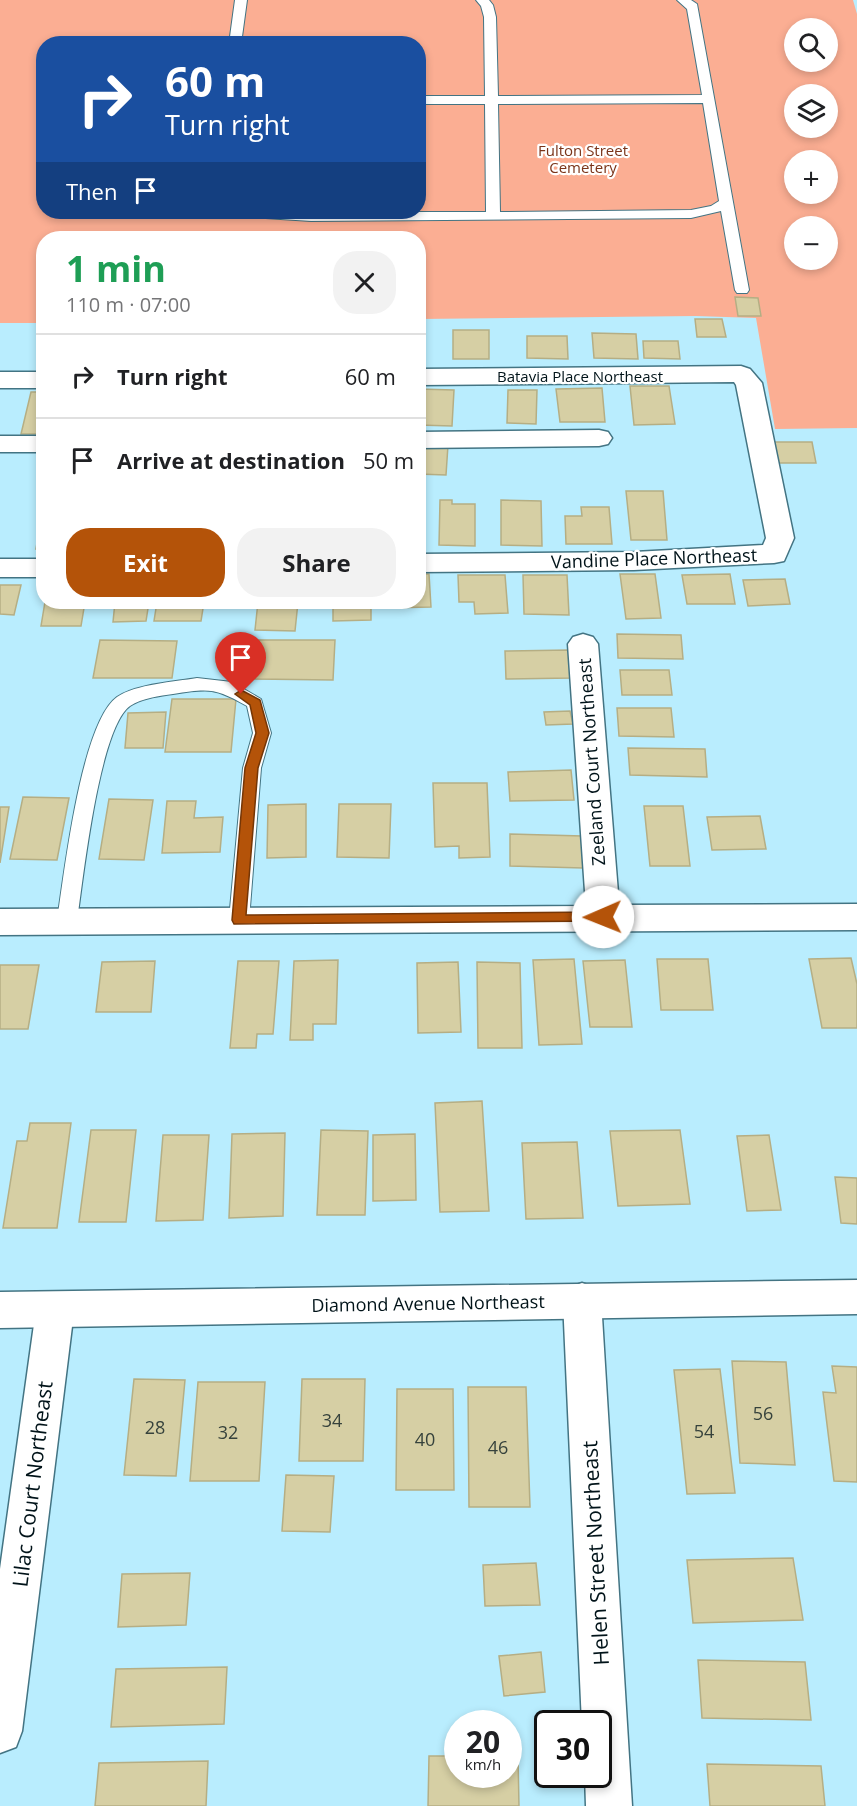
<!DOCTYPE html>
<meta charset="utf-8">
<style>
body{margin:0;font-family:"Open Sans",sans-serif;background:#f2f2f2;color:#202124;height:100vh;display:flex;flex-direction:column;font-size:22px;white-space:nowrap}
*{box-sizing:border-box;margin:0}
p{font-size:20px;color:#757577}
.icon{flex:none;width:33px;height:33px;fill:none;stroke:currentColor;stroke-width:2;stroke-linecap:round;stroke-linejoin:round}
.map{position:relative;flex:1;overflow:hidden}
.details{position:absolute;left:36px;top:231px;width:390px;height:378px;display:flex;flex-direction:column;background:#fff;border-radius:24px;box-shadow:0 3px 9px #0003}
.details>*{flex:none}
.guide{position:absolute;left:36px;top:36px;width:390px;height:183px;border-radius:24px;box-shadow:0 3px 9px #0003;background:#1a4fa0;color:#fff;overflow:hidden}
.controls{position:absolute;left:784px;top:18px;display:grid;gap:12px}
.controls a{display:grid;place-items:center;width:54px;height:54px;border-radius:50%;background:#fff;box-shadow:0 3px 9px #0003;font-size:30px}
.speed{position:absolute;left:444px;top:1710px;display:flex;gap:12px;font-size:30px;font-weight:700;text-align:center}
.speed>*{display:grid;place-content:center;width:78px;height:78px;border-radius:50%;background:#fff;box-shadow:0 3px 9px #0003;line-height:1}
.speed small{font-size:15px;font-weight:400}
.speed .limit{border:3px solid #111;border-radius:9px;background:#fff;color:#111}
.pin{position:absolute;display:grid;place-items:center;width:51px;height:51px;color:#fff;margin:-62px -26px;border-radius:50% 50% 50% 0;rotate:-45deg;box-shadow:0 0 6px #0007}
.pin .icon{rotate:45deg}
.me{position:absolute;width:66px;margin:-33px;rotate:269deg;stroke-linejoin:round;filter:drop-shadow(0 0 4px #0008)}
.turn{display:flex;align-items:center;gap:21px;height:126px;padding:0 30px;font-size:27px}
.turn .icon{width:78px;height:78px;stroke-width:2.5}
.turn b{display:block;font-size:42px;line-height:51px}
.then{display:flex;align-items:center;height:57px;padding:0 30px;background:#0003;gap:12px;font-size:22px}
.round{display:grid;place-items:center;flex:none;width:63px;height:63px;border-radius:24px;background:#f2f2f2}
.head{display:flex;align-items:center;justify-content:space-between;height:102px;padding:0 30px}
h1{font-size:36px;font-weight:700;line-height:45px;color:#1e9e55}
.cta{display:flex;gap:12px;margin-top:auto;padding:12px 30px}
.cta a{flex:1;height:69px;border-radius:24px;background:#b45309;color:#fff;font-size:24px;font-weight:700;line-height:69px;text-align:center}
.cta a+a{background:#f2f2f2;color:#202124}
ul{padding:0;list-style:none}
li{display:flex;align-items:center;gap:18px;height:84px;padding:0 30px;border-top:2px solid #e0e0e0}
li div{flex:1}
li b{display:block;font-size:22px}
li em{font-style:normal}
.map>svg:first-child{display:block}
.green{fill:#fbae93;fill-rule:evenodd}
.building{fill:#d6cfa4;stroke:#b5ae84;stroke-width:1.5}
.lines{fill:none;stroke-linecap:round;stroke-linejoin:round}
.lane-casing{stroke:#437483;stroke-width:2}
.street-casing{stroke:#437483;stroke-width:3}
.secondary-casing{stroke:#437483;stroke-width:3}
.lane{fill:#fff;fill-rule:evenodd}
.street{fill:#fff;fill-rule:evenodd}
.secondary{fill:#fff;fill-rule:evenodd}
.route{fill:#b45309;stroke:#753606;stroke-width:1.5}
.labels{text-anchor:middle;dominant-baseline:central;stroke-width:4.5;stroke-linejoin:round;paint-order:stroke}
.far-park-label{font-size:15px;fill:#7b351a;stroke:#fff}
.far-street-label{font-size:15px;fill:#011319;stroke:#fff}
.street-label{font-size:18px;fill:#011319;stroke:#fff}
.near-number-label{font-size:18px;fill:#36423c}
.near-street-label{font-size:21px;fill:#011319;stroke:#fff}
</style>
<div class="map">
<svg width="857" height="1806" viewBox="0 0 857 1806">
<rect width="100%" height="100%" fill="#b9edfe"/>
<!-- green -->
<path class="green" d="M0,0H853L857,14V428L775,429L756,318L696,316L419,319L418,238H44L43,323H0ZM795,28H828V62H795ZM44,44H418V212H44ZM795,94H828V128H795ZM795,160H828V194H795ZM795,226H828V260H795Z"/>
<!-- building -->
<path class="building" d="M735,297L758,298L761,316H738Z
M695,319H722L726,337H697Z
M453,330H489V359H453Z
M592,333L636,334L638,359L594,358Z
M527,336H567L568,359L527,358Z
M643,341H678L680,359L644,358Z
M630,386H669L675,424L634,425Z
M602,388L605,422H560L556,389Z
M418,389L454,390L452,426L418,425Z
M508,390H537L536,424L507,423Z
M31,392H44V434H21Z
M774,442H812L816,463H778Z
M422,444L448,445L446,475L418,474V455H422Z
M626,491H663L667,540H631Z
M440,500H452V504H475V546L439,545Z
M501,500L541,501L542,546L501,545Z
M43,507L44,549H36Z
M581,507H609L612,544H566L565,516H582Z
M418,574H429L431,607L384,608V602H418Z
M620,574H655L661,618L626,619Z
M730,574L735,604H687L682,575Z
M458,575H505L508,613L475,614L474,602H459Z
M523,575H567L569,615L524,614Z
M785,579L790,604L748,606L743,580Z
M0,585H21L14,615L0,614Z
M45,602H85L81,626H41Z
M115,602H149L146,621L113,622Z
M157,602H204L201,621H154Z
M258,602H298L295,631L255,630Z
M333,602H371V620L333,621Z
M617,634L681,635L683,659L618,658Z
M100,640L177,641L172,678H93Z
M259,640H335L333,680L255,679Z
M569,650L571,678L506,679L505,651Z
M620,670H669L672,695H622Z
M172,699H236L231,752H165Z
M617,708H671L674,737L619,736Z
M570,711L573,724L546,725L544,712Z
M166,712L163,748H125L128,713Z
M628,748L705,749L707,777L630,775Z
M571,770L574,800L510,801L508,772Z
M433,783H487L490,857L459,858V846L435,847Z
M23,797L69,798L57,860L10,859Z
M109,799L153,800L144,860L99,859Z
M167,801H196L194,818L223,817L220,852L162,853Z
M306,804V857L267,858L268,805Z
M339,804H391L389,858L337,857Z
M644,806H683L690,866H650Z
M0,807H9L0,863Z
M760,816L766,849L712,850L707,817Z
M510,834L582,836L583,868L510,866Z
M851,958L857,984V1028H822L809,959Z
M574,959L582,1044L539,1045L533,960Z
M657,959H708L713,1010H661Z
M338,960L336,1024H313V1040H290L294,961Z
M625,960L632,1027H590L583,961Z
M155,961L151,1012H96L102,962Z
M238,961H279L273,1034H257L256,1048H230Z
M458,962L461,1032L418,1033L417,963Z
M477,962L520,963L522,1048H478Z
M0,965H39L28,1029H0Z
M482,1101L489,1211L440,1212L435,1103Z
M30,1123H71L57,1228H3L17,1141H27Z
M91,1130H136L126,1222H79Z
M321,1130L368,1131L365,1215H317Z
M680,1130L690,1204L618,1206L610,1131Z
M285,1133L283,1216L229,1218L232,1134Z
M415,1134L416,1200L373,1201V1135Z
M163,1135H209L203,1220L156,1221Z
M769,1135L781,1210L747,1211L737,1136Z
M577,1142L583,1218L526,1219L522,1143Z
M835,1177L857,1178V1224L841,1223Z
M732,1361L786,1362L795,1465L740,1463Z
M832,1366L857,1367V1482L834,1481L823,1392L836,1393Z
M720,1369L735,1493L687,1494L674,1370Z
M134,1379L185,1380L176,1476L124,1475Z
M302,1379H365L363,1461H299Z
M198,1382H265L259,1481H190Z
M468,1387H526L530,1507H469Z
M397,1389H453L454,1490H396Z
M286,1475L334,1476L330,1532L282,1531Z
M793,1558L803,1620L693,1623L687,1560Z
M536,1563L540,1605L485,1606L483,1565Z
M190,1573L186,1625L118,1627L122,1574Z
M541,1652L545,1692L504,1696L499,1656Z
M698,1660L805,1662L811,1720L702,1718Z
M227,1667L224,1724L111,1727L116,1669Z
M429,1756H458V1774H508V1757H518L519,1806H428Z
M208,1761L206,1806H95L99,1763Z
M707,1764L821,1766L825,1806H710Z"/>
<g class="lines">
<defs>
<path id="lane" d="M235,0H247L241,44H229Z
M476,0H489L493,5L496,17L498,96L702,95L687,9L677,0H691L697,4L749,290L747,293H737L735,290L721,211L691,218L311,221L219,215L217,212H486L485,104H418V96H485L484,17L481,6ZM703,103L719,201L711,206L691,210L500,212L498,104Z
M197,678L232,682L261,699L271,733L261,768L249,920L246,925L239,928L232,925L229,920L243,768L253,733L247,706C216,688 209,688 173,694C160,696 142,698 130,706C99,728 83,880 77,921L74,926L67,929L60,926L57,921C64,875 81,723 117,697C136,684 174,682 197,678Z"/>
<path id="street" d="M741,366L750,369L762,383L794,538L784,561L774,563L634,570L418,572V554L634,552L763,545L766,538L736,385L734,382L418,385V369Z
M0,372H44V388H0Z
M599,430L608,432L612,438L608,444L599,446L418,448V432Z
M0,436H44V452H0Z
M0,559H44V577H0Z
M583,634L593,637L598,644L619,905L857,904V930L0,935V909L586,906L568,644L573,637Z
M582,1283L596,1288L601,1300L632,1806H586L585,1774H598V1724H582L563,1300L568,1288Z
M55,1292L69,1298L74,1310L22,1731L16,1747L0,1753V1569L36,1310L41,1298Z"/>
<path id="secondary" d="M857,1280V1314L0,1328V1292Z"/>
</defs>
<!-- lane casing -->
<use href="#lane" class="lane-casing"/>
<!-- street casing -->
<use href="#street" class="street-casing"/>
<!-- secondary casing -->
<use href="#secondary" class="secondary-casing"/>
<!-- lane -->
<use href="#lane" class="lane"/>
<!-- street -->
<use href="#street" class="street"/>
<!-- secondary -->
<use href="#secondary" class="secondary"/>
</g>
<!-- route -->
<path class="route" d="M241,690L260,700L269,733L258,768L246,915L603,912L608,913L610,917L608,921L234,924L232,920L245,768L256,733L250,705L235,694Z"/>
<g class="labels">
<!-- far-park labels -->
<g class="far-park-label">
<text x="583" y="150">Fulton Street<tspan x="583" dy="17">Cemetery</tspan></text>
</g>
<!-- far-street labels -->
<g class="far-street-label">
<text x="580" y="376">Batavia Place Northeast</text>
</g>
<!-- street labels -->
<g class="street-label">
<text transform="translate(654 558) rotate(-2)">Vandine Place Northeast</text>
<text transform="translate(591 762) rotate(-94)">Zeeland Court Northeast</text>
<text transform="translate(428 1303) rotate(-1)">Diamond Avenue Northeast</text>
</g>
<!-- near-number labels -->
<g class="near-number-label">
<text x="763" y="1413">56</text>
<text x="332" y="1420">34</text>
<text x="155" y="1427">28</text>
<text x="704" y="1431">54</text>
<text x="228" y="1432">32</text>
<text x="425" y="1439">40</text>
<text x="498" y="1447">46</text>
</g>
<!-- near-street labels -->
<g class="near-street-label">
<text transform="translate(32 1484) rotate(-83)">Lilac Court Northeast</text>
<text transform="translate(595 1553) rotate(-93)">Helen Street Northeast</text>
</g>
</g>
</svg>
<div class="controls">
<a><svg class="icon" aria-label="search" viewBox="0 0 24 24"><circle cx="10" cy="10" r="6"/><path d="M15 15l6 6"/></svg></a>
<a><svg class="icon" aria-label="layers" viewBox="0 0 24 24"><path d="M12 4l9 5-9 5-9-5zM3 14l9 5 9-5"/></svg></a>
<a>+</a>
<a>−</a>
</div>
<div class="speed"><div>20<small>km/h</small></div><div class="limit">30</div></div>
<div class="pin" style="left:241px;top:694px;background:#d93025"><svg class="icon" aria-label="arrive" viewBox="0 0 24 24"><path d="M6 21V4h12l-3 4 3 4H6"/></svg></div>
<svg class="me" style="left:603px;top:917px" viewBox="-20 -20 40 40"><circle r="19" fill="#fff"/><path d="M0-13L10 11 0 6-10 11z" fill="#b45309"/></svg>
<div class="guide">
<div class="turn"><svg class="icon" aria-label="right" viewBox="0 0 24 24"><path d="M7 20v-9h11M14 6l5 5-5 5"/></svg><div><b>60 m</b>Turn right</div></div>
<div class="then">Then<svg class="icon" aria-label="arrive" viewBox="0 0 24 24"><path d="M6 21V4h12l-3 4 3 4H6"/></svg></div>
</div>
<section class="details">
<div class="head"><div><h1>1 min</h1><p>110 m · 07:00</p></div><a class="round"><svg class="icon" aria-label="close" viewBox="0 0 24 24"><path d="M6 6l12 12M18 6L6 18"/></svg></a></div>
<ul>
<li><svg class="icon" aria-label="right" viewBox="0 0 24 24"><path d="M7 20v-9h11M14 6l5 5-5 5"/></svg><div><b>Turn right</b></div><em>60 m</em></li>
<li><svg class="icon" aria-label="arrive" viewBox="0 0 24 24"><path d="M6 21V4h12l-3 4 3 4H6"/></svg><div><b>Arrive at destination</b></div><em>50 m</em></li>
</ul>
<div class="cta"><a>Exit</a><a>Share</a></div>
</section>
</div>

The task:
Please copy out each line of the material that contains the string "limit".

Exercise answer:
.speed .limit{border:3px solid #111;border-radius:9px;background:#fff;color:#111}
<div class="speed"><div>20<small>km/h</small></div><div class="limit">30</div></div>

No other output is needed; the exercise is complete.